(Collected data)
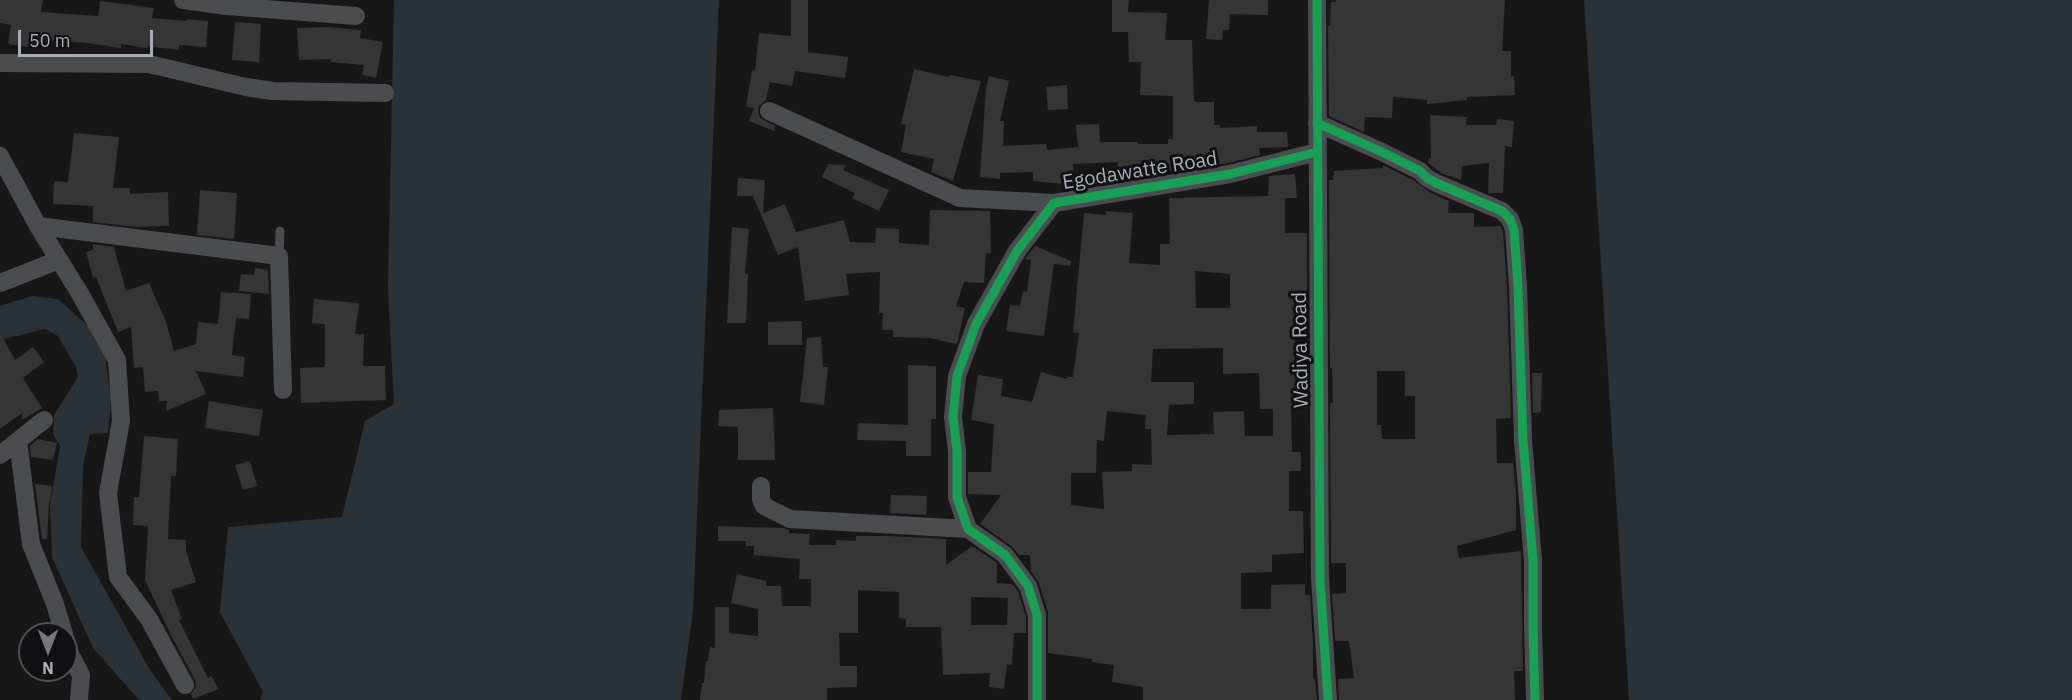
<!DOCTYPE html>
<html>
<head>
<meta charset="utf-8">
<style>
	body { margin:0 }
	#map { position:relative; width:2072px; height:700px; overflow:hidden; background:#171717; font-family:"IBM Plex Sans",sans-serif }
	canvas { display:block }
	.north { position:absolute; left:18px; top:622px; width:60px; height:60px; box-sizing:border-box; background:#111113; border:2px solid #4d4f55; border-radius:50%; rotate:180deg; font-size:16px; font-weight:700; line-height:24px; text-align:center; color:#a8adb8 }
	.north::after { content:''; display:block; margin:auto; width:21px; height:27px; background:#757880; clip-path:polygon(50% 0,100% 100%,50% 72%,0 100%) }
	.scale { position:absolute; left:18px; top:30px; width:135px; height:27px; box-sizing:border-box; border:3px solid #a8adb8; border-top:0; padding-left:8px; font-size:18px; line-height:21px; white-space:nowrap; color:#a8adb8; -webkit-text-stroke:4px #111113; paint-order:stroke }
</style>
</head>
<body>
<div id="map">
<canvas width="2072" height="700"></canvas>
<div class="north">N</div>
<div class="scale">50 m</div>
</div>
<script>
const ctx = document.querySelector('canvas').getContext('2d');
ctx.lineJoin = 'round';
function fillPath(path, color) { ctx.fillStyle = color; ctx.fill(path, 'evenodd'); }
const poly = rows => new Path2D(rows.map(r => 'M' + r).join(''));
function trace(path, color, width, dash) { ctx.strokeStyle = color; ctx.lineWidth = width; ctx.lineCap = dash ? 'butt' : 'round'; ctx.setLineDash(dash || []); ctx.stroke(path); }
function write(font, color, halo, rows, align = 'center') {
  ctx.font = font + ' "IBM Plex Sans",sans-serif'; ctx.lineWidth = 6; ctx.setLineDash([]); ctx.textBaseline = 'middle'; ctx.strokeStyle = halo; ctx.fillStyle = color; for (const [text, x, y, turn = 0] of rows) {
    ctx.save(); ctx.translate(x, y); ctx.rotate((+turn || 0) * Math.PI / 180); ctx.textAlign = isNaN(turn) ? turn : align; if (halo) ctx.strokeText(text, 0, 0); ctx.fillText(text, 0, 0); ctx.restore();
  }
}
fillPath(poly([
	[394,0,719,0,693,611,681,700,260,700,263,692,220,612,228,527,342,517,365,421,394,404,388,288],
	[1584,0,2072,0,2072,700,1629,700],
	[32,296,58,299,90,328,105,355,111,400,108,433,90,434,83,466,81,547,150,670,172,700,139,700,93,648,52,557,50,505,60,446,53,434,54,415,78,377,76,367,58,336,45,329,0,340,0,306]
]), '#2a3239');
fillPath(poly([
	[0,0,43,0,41,12,98,16,100,1,154,8,152,18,187,21,187,19,208,21,206,47,179,45,179,50,147,46,147,48,121,44,121,48,87,43,37,39,36,48,8,44,11,25,0,23],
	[791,0,808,0,808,52,848,57,845,78,795,71,792,86,770,82,766,100,759,106,758,111,760,118,775,126,774,131,749,121,754,108,746,107,752,70,755,70,759,33,791,36],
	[1112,0,1129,0,1128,12,1167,13,1165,40,1192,40,1194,100,1195,102,1214,102,1214,125,1220,125,1220,128,1257,126,1257,132,1287,132,1288,147,1259,148,1260,155,1228,163,1180,171,1160,170,1160,167,1118,167,1118,162,1073,164,1075,185,1033,181,1033,172,1000,173,1000,179,980,177,986,88,989,76,1009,81,1000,121,1004,121,1003,146,1046,144,1047,150,1078,147,1076,125,1099,124,1100,142,1138,142,1138,144,1168,144,1168,139,1173,139,1173,96,1140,95,1141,62,1129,62,1128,32,1112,32],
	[1209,0,1268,0,1268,15,1230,14,1229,30,1223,30,1222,40,1206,39],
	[1336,0,1505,0,1502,51,1511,51,1511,77,1514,76,1515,95,1467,97,1467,100,1427,104,1427,100,1393,97,1392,118,1365,117,1364,132,1329,116,1328,26,1330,26,1331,2,1336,2],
	[235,22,261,24,259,62,232,60],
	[328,27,361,30,360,38,383,42,376,78,362,75,364,65,330,62,331,59,299,60,297,28],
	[914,69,949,77,950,75,981,81,953,181,931,172,934,159,901,152,906,125,901,124],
	[1067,85,1068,109,1048,110,1046,87],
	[1430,115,1467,117,1466,125,1496,125,1497,119,1514,121,1512,147,1505,146,1503,193,1488,193,1489,163,1462,166,1461,180,1441,173,1428,163,1429,158,1431,159],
	[74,133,119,137,113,188,130,188,130,194,168,192,169,226,135,227,93,222,93,206,53,204,54,181,68,182],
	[828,164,846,165,843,170,889,190,879,211,852,198,855,193,822,177],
	[1383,165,1413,180,1431,193,1449,201,1448,213,1474,213,1474,227,1501,226,1503,232,1507,287,1511,418,1496,419,1497,463,1513,463,1516,493,1516,530,1457,546,1459,558,1521,551,1523,671,1514,671,1515,700,1339,700,1338,679,1354,678,1349,641,1335,641,1332,594,1346,593,1346,563,1331,563,1330,403,1333,403,1332,368,1330,368,1329,180,1333,180,1334,171,1383,168],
	[1377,371,1405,371,1405,396,1415,396,1415,439,1382,439,1381,425,1377,425],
	[1295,174,1297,198,1285,198,1285,233,1307,233,1307,329,1294,329,1297,409,1291,409,1292,452,1301,452,1301,471,1289,471,1289,511,1303,511,1304,553,1272,555,1272,572,1241,573,1241,609,1271,609,1271,585,1305,584,1305,595,1310,595,1313,642,1313,678,1315,680,1317,700,1143,700,1143,687,1112,682,1114,665,1092,662,1092,659,1048,653,1048,612,1039,583,1031,571,1030,555,1019,555,1011,546,980,524,1001,495,968,494,968,472,991,472,994,424,971,420,978,375,1003,379,1001,396,1032,402,1041,372,1067,379,1067,377,1073,377,1079,333,1073,332,1084,213,1106,215,1106,211,1133,213,1129,263,1160,265,1160,244,1170,244,1169,198,1268,196,1269,176],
	[1195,271,1230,274,1230,308,1196,308],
	[1223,348,1223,374,1259,373,1260,409,1273,409,1273,436,1245,436,1244,411,1213,412,1214,434,1167,435,1169,405,1194,404,1194,382,1151,382,1153,349],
	[1107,411,1146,415,1145,429,1151,429,1152,465,1132,464,1132,471,1102,472,1104,509,1071,505,1071,473,1096,473,1097,440,1104,441],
	[738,178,765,180,763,213,785,204,796,232,844,220,850,242,875,243,876,228,899,229,899,243,929,245,930,210,990,211,991,254,986,253,984,283,964,282,956,306,965,308,957,344,929,338,893,337,893,330,882,330,883,313,879,313,880,272,846,274,849,295,805,301,798,247,778,255,752,194,752,196,737,196],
	[200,190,237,193,234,239,197,235],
	[732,227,749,229,745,274,748,274,746,323,727,323],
	[93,244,114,247,126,291,149,283,166,322,174,351,196,344,198,322,218,324,221,292,251,294,249,319,236,318,232,355,245,357,243,377,196,371,206,394,166,411,167,401,159,401,158,391,145,392,143,367,134,368,131,327,118,332,96,277,93,278,86,252,93,250],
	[1035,246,1071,261,1070,266,1054,264,1044,336,1006,331,1010,305,1020,306,1023,291,1027,292,1031,260,1025,259],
	[255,268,268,270,269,294,239,291,241,274,254,275],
	[314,299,359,303,355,334,364,334,363,366,385,366,386,400,301,403,300,368,325,367,325,324,312,323],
	[802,321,802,345,768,345,768,322],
	[0,332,15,360,33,347,44,362,23,378,42,408,22,420,22,413,0,429],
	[821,337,823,367,828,367,824,405,800,402,807,338],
	[908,365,936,366,936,419,931,419,931,456,906,456,906,441,857,440,858,423,908,425],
	[1532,373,1542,373,1541,412,1533,413],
	[209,401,263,410,259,436,205,428],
	[773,408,775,460,738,460,738,427,718,426,719,410],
	[144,436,178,439,176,476,171,476,168,539,186,540,186,551,196,582,171,590,182,619,179,620,208,678,212,676,218,689,193,699,191,694,196,686,195,680,169,631,145,580,148,526,133,525,134,497,139,497],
	[38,439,57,443,53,460,31,457,30,446],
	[250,461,257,486,243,490,235,465],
	[35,484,52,486,50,502,49,502,47,539,42,539],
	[891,495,927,496,926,515,890,513],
	[718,526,784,528,789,530,789,533,810,534,809,545,836,545,836,540,856,541,856,536,889,536,946,539,946,565,972,546,997,563,997,583,1012,584,1018,591,1026,617,1026,633,1014,633,1012,665,1007,664,1004,689,989,687,990,673,943,675,941,627,906,627,906,619,899,618,899,592,858,590,858,633,839,633,840,666,857,666,857,687,827,688,827,700,700,700,702,683,704,683,706,661,708,661,710,647,715,648,715,607,729,607,729,633,758,636,758,609,731,603,737,574,766,581,766,586,781,586,782,606,811,606,811,579,799,579,800,559,754,555,754,546,746,546,746,541,718,541],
	[971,597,1008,598,1007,625,971,625]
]), '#353536');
trace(poly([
	[279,256,280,231]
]), '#4b4c50', 9);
trace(poly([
	[183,0,227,6,356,16],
	[1317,0,1320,579,1328,700],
	[0,63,149,64,246,87,273,91,385,93],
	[769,111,960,198,1054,203],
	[1317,123,1382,152,1420,171,1427,178,1436,183,1502,211,1510,219,1514,230,1518,286,1523,440,1533,561,1533,626,1535,700],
	[0,156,38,226,79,292,117,360,121,421,108,493,118,577,149,619,185,685],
	[38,226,279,256,283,390],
	[0,283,59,260],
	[18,441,31,544,55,604,64,634],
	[0,455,44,420],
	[761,486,761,499,764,506,790,519,968,529],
	[66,640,70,654,81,675,79,700],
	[1037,700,1037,615,1028,586,1005,555,968,529,957,497,957,451,953,417,957,376,976,324,1017,251,1054,203,1230,174,1317,152]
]), '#4b4c50', 18);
trace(poly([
	[1317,0,1320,579,1328,700],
	[1317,123,1382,152,1420,171,1427,178,1436,183,1502,211,1510,219,1514,230,1518,286,1523,440,1533,561,1533,626,1535,700],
	[1037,700,1037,615,1028,586,1005,555,968,529,957,497,957,451,953,417,957,376,976,324,1017,251,1054,203,1230,174,1317,152]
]), '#1a9f57', 9);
write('20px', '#a8adb8', '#111113', [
	["Egodawatte Road",1140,171,-9],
	["Wadiya Road",1301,350,-91]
]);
</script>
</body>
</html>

_The problem_: Each line of the entries above that contains "canvas" must be copied into the answer.

_Reply_:
	canvas { display:block }
<canvas width="2072" height="700"></canvas>
const ctx = document.querySelector('canvas').getContext('2d');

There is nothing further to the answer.